> **Saved entries**
━━━━━━━━━━━━━━━━

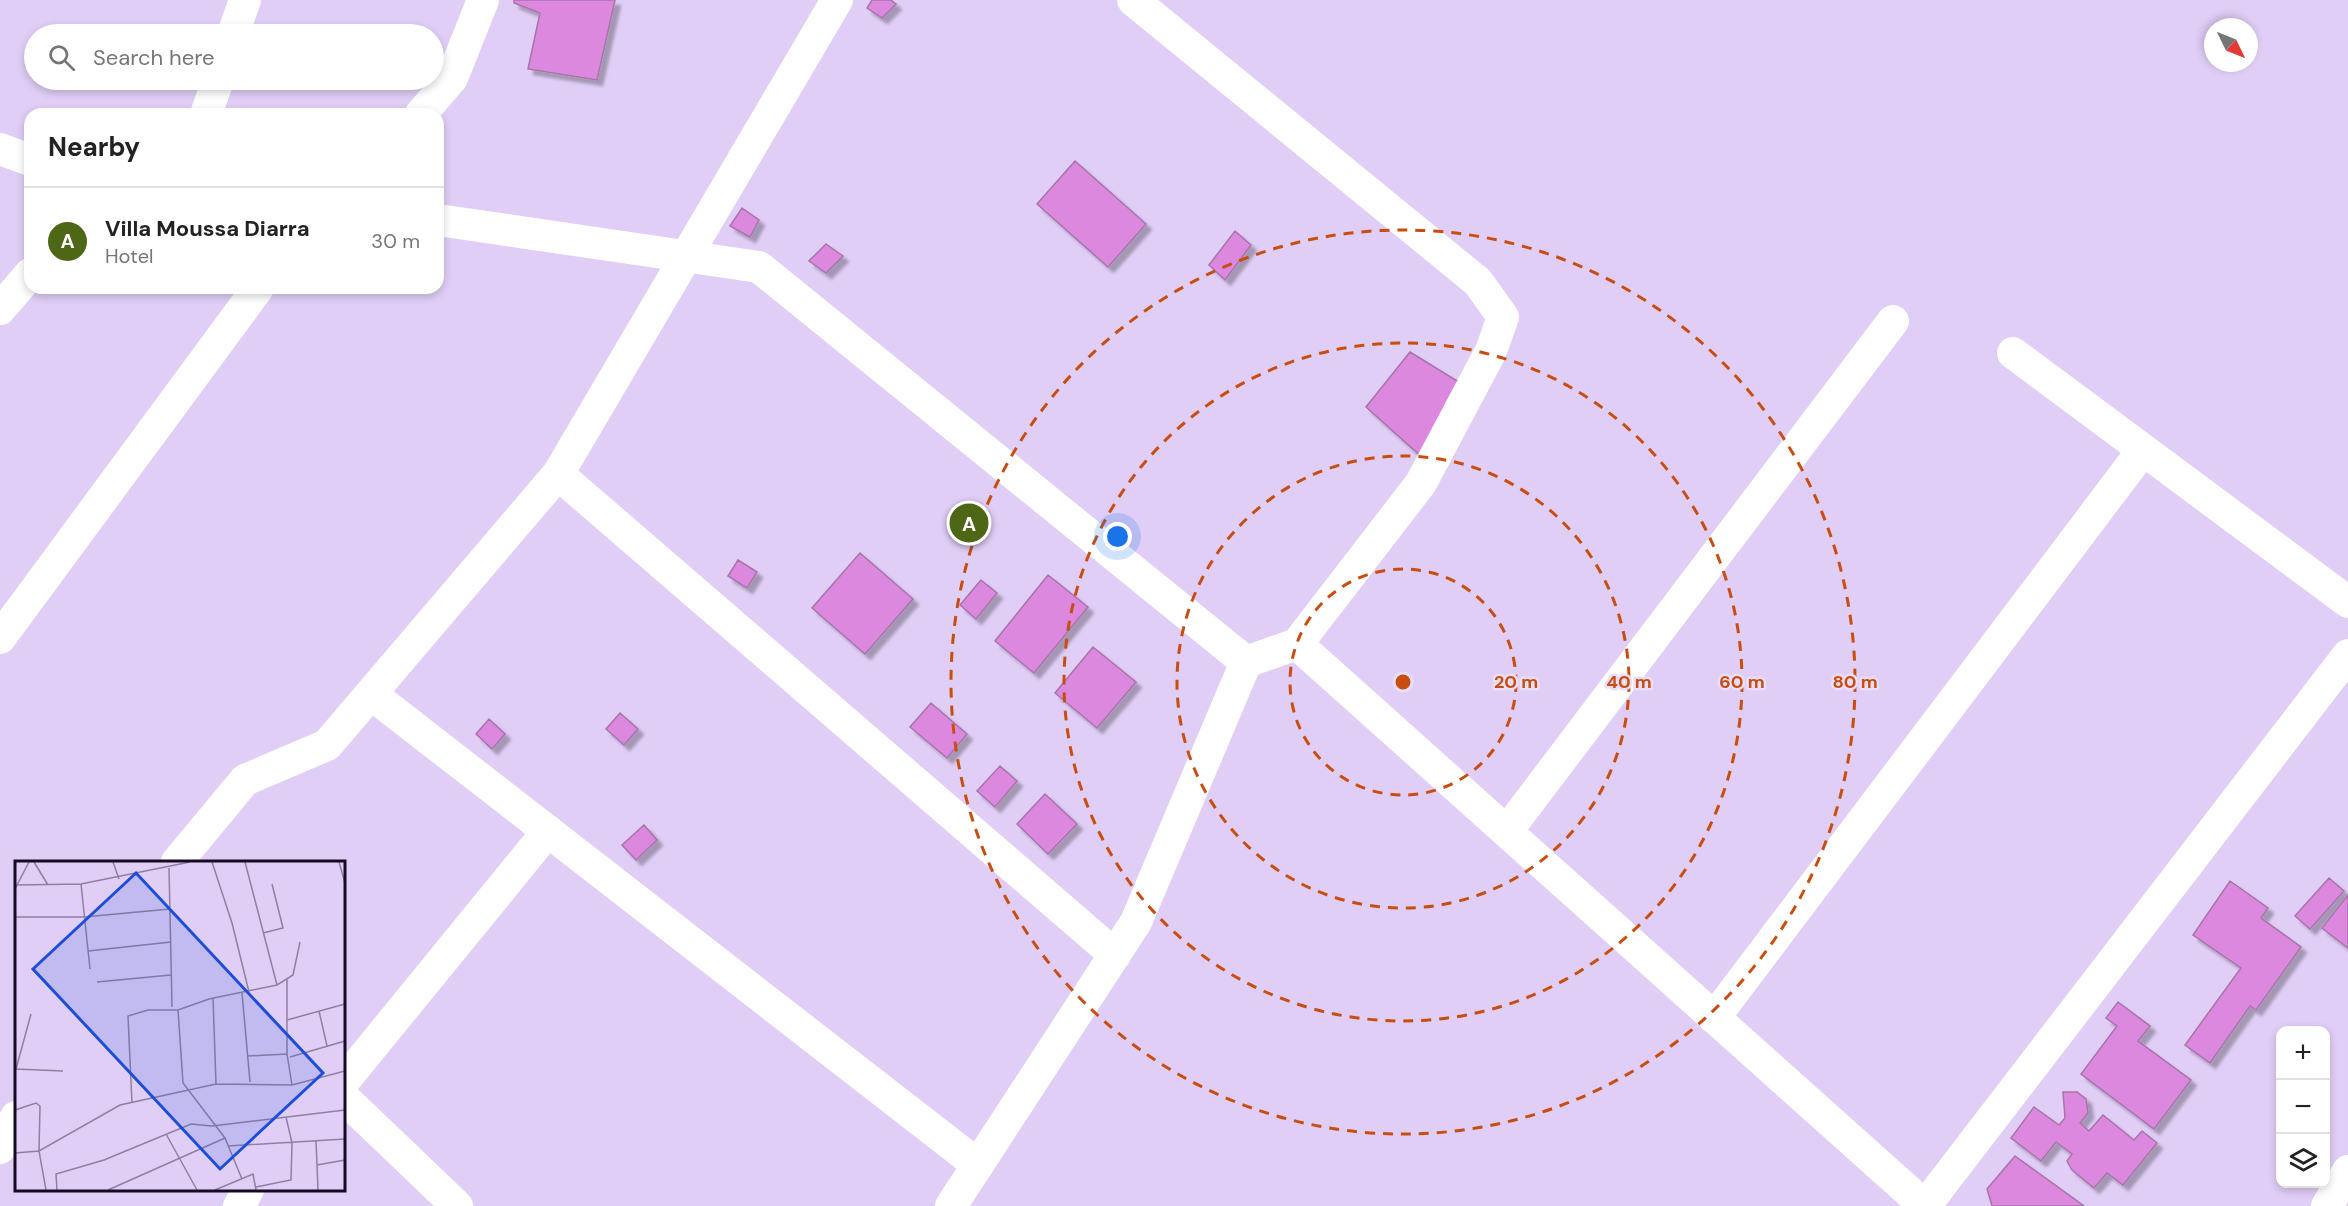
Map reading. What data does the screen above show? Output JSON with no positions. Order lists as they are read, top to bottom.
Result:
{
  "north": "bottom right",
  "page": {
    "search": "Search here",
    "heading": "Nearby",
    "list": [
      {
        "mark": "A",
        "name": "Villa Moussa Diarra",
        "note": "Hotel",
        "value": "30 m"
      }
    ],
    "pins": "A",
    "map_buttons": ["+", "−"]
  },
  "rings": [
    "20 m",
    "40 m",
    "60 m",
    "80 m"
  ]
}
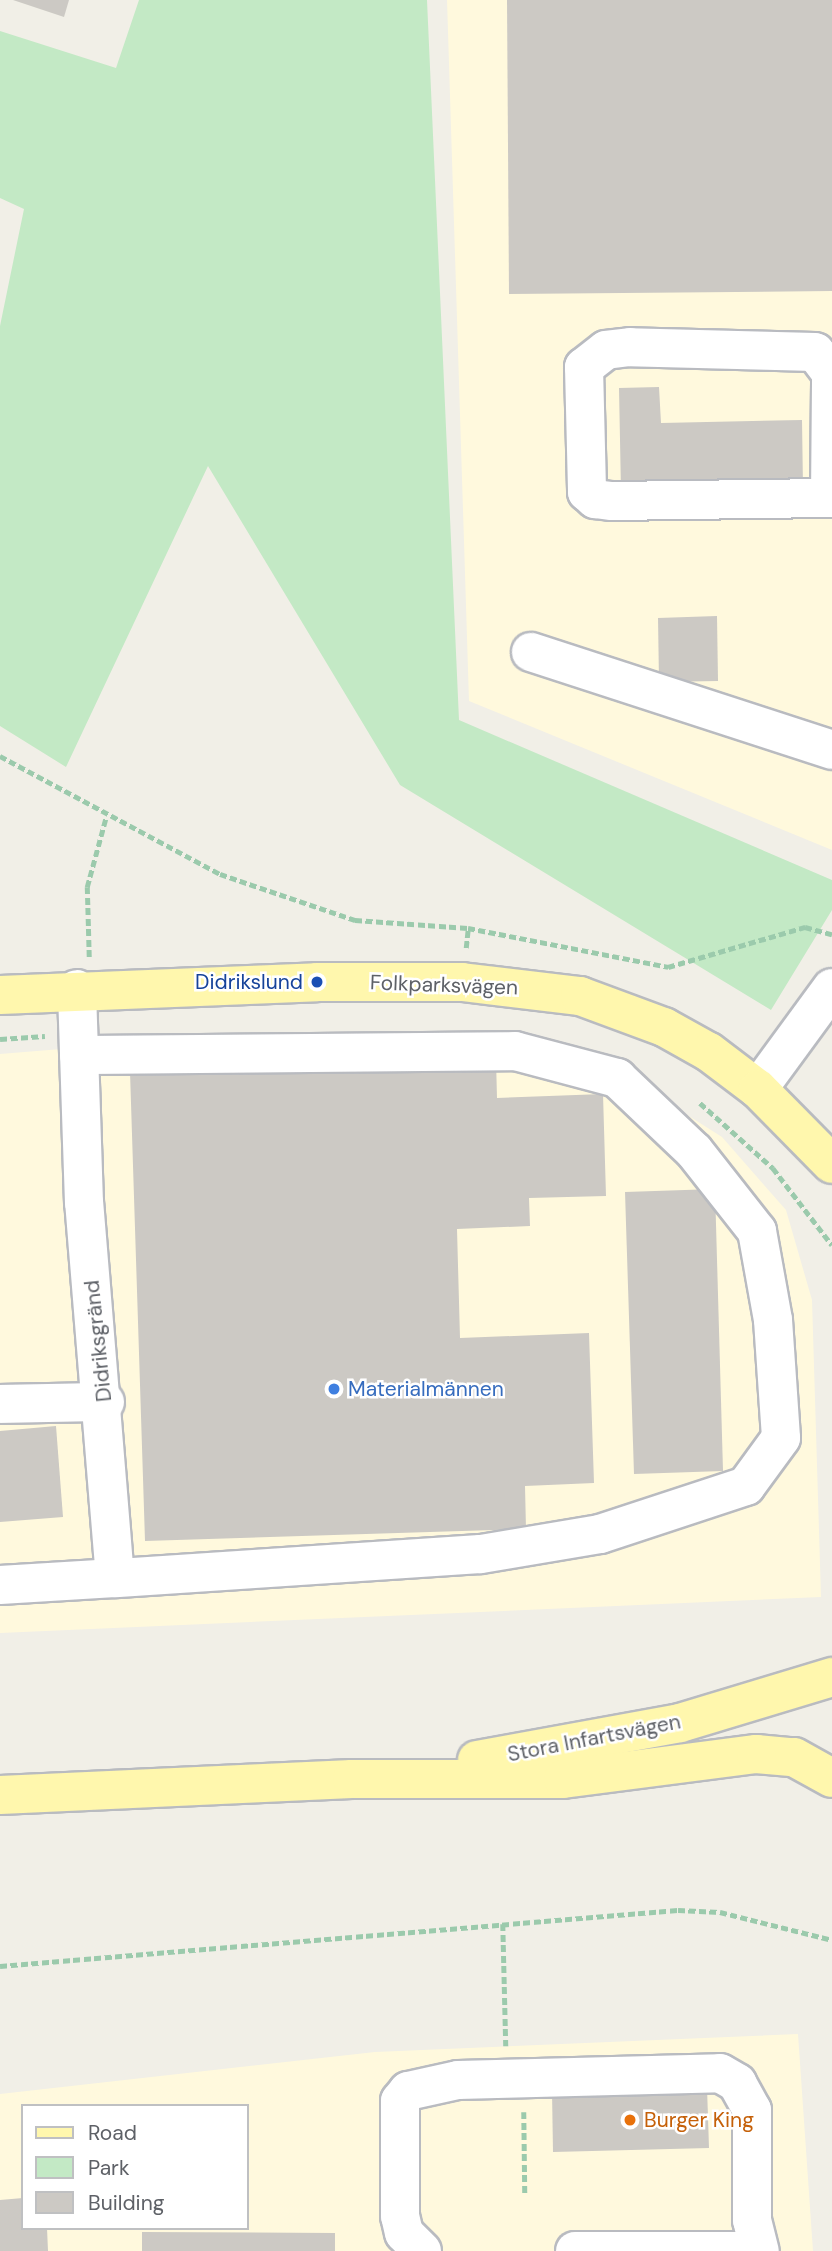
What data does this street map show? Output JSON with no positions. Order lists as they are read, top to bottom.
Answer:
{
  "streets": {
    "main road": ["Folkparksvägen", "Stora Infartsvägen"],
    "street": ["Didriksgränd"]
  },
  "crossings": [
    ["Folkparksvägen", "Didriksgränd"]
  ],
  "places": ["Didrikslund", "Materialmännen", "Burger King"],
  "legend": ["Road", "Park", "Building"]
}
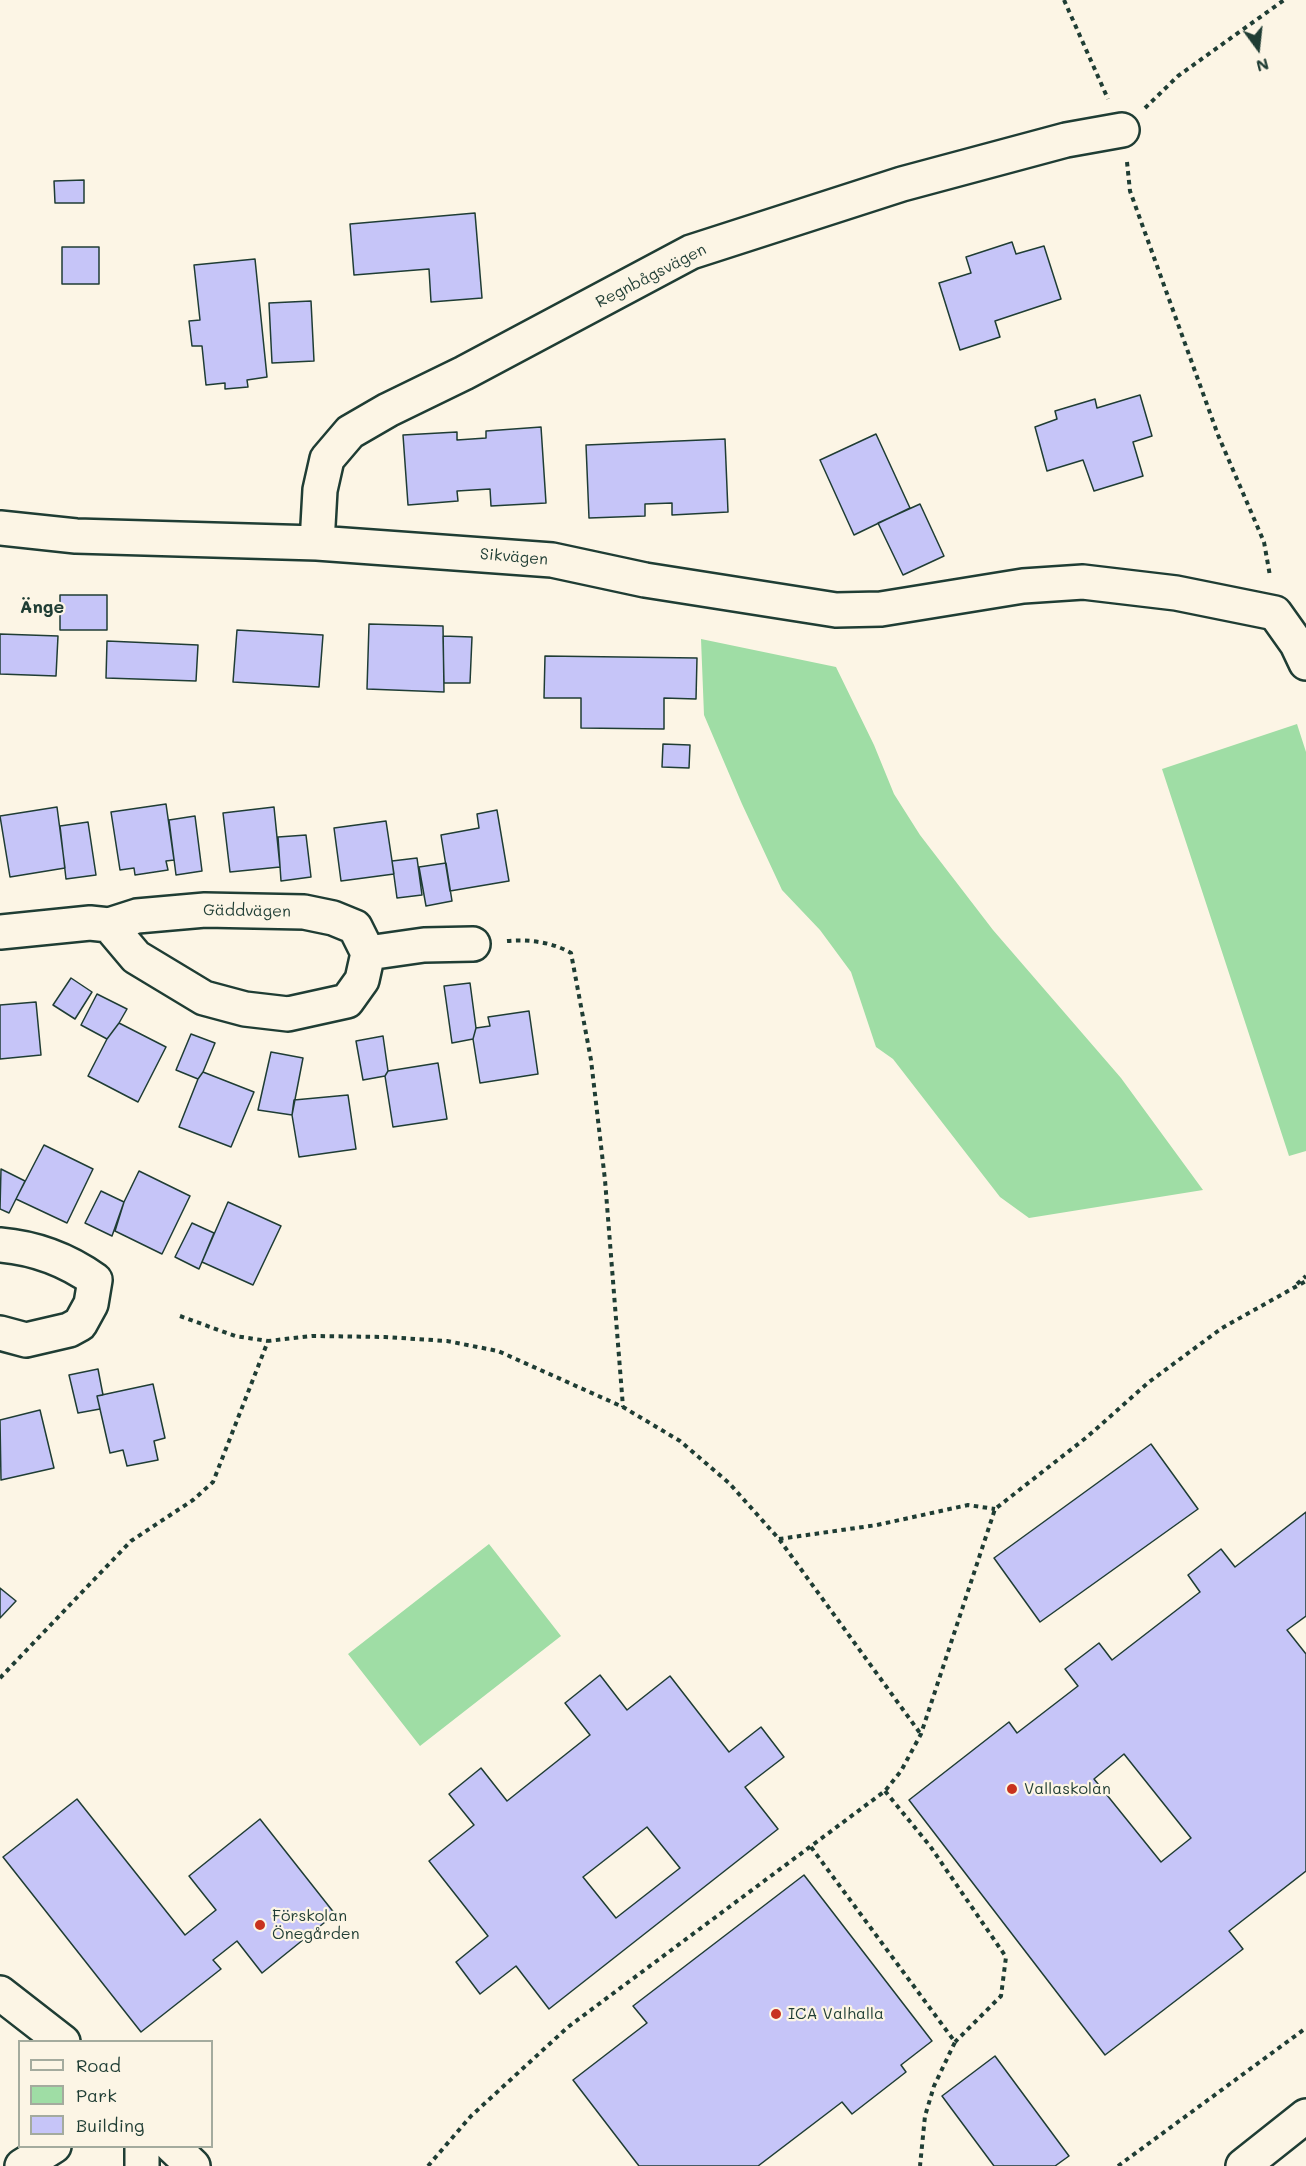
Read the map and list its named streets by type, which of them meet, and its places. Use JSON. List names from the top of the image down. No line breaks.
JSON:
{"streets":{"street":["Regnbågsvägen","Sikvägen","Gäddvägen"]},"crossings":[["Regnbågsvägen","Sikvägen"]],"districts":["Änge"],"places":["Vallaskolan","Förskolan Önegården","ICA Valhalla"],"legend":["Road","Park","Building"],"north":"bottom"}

━━━━━━━━━━━━━━━━

> **What is required**
Show each line of the records above containing "data".

> **Expected answer**
Map reading. What data does the screen above show? Output JSON with no positions. Order lists as they are read, top to bottom.
What data does this street map show? Output JSON with no positions. Order lists as they are read, top to bottom.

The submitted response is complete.